1) We will move your site to one of our UNIX (RedHat Linux) machines
free of charge. This problem will disappear for you at this point, but you
should recognize that this is a different operating system, to which there
are some important ramifications (such as the loss of ASP support -
Microsoft does not support ASP on the UNIX/Linux platform). If you would
like to switch to UNIX, please find additional information and the order
form pasted below.

2) Obtain a PC under the Windows operating system, in which case you
would not have the problem.

3) Switch to the FrontPage design tool. As it uses HTTP to upload instead of FTP, you should not experience difficulties. If you are currently using FrontPage on your MAC and you are experiencing these difficulties, please contact us with the specific details of how you are using the program to publish.

4) Accept that you can no longer have interactive FTP access to your site, and wait to see if a fix arrives from Microsoft. The reports we have received from MAC users is that the performance of FTP clients is spotty, meaning that while sometimes simple commands, such as ls, are not executed, there are also instances in which the client will be successful. If you go to the following site, you may also choose other MAC FTP clients, such as "transmit," which might work better. http://www.tucows.com/

Obviously, #2 and #4 are not positive solutions for everyone, and we would strongly recommend #1. If a Windows based PC is readily available, we would recommend using that if it makes no difference to you. If it does, we will gladly move you to a UNIX/Linux machine free of charge (see below). While this is no fault of Burlee, we do regret the inconvenience to you, and are disappointed in the performance of Microsoft on this issue. Any host running NT with Service pack 6 will present the same difficulties to Mac users. We have proposed the best solutions available to us at this time, and hope that one of these, while not ideal, will work for you.
 
Hi Mate,
Thanks for the reply but my ISP is alreay Unix based and that's what I am having problems with so unfortuneatley that won't solve the problem :))

I would love to know the problem as it seems to be directly Mac based and only affects FTP as everything else on the Mac is of course far superior to Windoze...


Thanks anyway!
Cya
Jason
 
are these gui clients you use in OSX and OS9 classic only, or are you using Classic versions in OS9 and OSX versions under OSX? I ask because if you're using the OS9 version of, say, Fetch under both 9 and OSX, then in reality you're only using it under 9 in both cases.

Trying to narrow down your varibles . . .
 
Hi mate,
no everything is fully carbon under OSX and all clients are running under optimum circumstances.
I am now having to run WSFTP on windoze and run 2 windows and transfer the files to windows folder then ftp from that folder up to the website...this works 100 times faster.
Transmit (FTP client) actually took 7 minutes to load a directory this morning!!!...unbelieveable!
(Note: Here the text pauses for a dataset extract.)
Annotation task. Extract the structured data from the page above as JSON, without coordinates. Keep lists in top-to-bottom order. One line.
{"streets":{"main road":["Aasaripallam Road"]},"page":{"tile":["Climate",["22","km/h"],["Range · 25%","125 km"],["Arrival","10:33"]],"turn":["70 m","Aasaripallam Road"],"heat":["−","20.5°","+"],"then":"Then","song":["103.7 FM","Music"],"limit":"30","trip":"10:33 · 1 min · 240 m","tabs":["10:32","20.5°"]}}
I want to use OSX but this is driving me nuts...

Thanks for your help

Jason
 
Have you tried /usr/bin/ftp? It may not be fancy, but there's a lot fewer layers of software between you and the network than with the gui clients. Fewer things that could possibly messed up. :)
 
I don't know if you've considered this, but anyway, there is a setting in Fetch preferences that lets you specify a buffer size for transfers.

Setting this number to a larger buffer size (like 128K) significantly speeds up FTP transfers. Well, at least that's the way it was for me. I don't know about other clients though.